▶ **WORK REQUIRED**
Would you please report how many lines of the listing contain "lineWidth"? Reply with that number only.

### DATASET EXTRACT

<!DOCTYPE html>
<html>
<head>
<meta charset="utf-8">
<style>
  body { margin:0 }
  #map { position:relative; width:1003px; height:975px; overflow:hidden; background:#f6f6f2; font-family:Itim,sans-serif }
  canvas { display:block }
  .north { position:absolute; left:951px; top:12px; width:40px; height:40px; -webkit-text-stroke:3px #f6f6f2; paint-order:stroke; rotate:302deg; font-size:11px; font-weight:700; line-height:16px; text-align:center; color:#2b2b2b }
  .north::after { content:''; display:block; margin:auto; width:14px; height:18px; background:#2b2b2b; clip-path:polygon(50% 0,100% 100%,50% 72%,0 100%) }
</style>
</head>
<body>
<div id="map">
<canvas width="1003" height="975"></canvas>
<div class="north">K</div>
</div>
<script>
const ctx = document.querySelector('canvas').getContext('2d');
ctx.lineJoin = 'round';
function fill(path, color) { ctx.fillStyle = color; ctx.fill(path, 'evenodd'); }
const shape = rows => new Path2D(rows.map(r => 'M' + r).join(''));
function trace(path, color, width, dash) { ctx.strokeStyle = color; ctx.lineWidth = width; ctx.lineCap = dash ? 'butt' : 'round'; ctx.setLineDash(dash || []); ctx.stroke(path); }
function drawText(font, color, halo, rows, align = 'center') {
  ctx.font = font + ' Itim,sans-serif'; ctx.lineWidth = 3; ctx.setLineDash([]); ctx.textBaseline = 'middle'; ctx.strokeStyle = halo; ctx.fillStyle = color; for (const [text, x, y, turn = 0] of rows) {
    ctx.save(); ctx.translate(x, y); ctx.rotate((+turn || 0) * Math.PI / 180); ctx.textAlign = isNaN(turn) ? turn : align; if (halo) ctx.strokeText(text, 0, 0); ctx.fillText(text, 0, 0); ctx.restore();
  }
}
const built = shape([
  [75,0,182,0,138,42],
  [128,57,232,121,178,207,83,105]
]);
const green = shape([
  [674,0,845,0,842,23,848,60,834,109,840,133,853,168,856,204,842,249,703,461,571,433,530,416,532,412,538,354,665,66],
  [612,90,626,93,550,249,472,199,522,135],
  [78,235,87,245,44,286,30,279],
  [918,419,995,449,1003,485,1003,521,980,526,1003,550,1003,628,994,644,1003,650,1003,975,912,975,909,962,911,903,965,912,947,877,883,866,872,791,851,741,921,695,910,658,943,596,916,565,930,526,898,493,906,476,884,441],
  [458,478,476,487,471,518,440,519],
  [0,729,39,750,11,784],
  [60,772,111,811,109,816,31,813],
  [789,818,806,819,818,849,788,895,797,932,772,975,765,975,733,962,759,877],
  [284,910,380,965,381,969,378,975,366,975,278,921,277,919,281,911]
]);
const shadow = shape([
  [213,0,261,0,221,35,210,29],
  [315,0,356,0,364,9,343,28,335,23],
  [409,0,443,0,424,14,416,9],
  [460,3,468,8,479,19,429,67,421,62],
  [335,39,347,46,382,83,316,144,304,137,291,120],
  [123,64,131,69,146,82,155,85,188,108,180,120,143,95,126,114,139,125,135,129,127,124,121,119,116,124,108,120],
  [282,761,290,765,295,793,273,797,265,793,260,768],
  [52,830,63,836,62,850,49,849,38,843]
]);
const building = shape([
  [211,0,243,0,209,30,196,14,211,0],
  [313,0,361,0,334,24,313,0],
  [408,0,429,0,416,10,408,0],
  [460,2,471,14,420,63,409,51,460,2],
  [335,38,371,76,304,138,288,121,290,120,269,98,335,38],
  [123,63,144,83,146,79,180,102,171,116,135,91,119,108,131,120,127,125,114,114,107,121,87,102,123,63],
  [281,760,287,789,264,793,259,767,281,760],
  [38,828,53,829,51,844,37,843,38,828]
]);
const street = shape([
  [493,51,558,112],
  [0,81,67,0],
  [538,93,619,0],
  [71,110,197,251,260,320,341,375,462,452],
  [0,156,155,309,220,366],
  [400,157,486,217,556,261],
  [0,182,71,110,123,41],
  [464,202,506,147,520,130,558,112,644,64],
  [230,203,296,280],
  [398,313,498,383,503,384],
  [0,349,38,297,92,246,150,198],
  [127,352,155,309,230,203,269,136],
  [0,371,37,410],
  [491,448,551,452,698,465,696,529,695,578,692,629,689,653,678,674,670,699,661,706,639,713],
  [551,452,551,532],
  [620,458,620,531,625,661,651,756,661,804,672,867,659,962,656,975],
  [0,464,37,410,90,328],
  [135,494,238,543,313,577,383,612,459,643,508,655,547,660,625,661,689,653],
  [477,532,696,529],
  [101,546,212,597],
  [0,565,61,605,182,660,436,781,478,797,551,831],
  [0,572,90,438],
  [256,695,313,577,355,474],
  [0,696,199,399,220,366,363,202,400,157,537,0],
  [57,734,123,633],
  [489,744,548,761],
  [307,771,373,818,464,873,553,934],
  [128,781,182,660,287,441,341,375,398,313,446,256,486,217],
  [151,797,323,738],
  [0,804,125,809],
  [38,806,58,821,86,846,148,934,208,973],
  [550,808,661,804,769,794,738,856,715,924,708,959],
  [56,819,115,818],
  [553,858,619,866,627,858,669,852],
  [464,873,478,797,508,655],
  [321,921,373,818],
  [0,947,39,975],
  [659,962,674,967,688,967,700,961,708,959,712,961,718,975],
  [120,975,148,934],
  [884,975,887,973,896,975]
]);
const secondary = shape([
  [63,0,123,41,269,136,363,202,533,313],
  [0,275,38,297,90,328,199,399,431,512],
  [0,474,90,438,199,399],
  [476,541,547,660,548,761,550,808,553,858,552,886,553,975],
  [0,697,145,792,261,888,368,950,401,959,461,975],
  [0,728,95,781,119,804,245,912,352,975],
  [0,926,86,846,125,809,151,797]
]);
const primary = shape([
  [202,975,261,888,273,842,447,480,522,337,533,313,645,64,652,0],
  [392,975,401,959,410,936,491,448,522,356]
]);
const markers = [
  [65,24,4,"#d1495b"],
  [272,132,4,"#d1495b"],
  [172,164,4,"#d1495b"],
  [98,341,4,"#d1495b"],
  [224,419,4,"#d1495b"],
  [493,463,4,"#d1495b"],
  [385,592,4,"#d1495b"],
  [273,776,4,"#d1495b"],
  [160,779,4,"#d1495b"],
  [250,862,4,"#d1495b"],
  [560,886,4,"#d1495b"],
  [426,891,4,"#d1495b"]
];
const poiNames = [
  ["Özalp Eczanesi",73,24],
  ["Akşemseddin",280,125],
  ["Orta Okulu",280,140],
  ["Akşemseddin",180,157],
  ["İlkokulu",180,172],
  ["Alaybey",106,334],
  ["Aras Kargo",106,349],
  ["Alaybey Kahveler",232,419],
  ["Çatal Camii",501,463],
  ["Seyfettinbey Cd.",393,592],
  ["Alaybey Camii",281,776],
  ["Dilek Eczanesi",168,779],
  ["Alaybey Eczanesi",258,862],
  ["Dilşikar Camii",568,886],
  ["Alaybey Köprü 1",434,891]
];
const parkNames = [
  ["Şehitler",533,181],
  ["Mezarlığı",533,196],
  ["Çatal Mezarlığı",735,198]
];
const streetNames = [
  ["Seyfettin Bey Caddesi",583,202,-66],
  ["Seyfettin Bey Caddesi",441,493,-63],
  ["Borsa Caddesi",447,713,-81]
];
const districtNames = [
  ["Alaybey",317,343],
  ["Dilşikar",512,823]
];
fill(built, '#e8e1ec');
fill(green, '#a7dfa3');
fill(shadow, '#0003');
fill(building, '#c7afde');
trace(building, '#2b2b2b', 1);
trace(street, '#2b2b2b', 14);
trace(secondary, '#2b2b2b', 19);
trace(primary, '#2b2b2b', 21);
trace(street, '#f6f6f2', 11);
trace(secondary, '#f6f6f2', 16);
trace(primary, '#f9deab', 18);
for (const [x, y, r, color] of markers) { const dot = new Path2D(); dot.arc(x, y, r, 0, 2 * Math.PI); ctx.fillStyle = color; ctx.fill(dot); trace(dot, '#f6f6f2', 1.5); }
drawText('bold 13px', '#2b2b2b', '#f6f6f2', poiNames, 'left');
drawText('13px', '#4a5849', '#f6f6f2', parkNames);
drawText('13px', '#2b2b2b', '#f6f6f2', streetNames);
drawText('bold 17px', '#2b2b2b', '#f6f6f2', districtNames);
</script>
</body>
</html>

######

▶ **EXERCISE SOLUTION**
2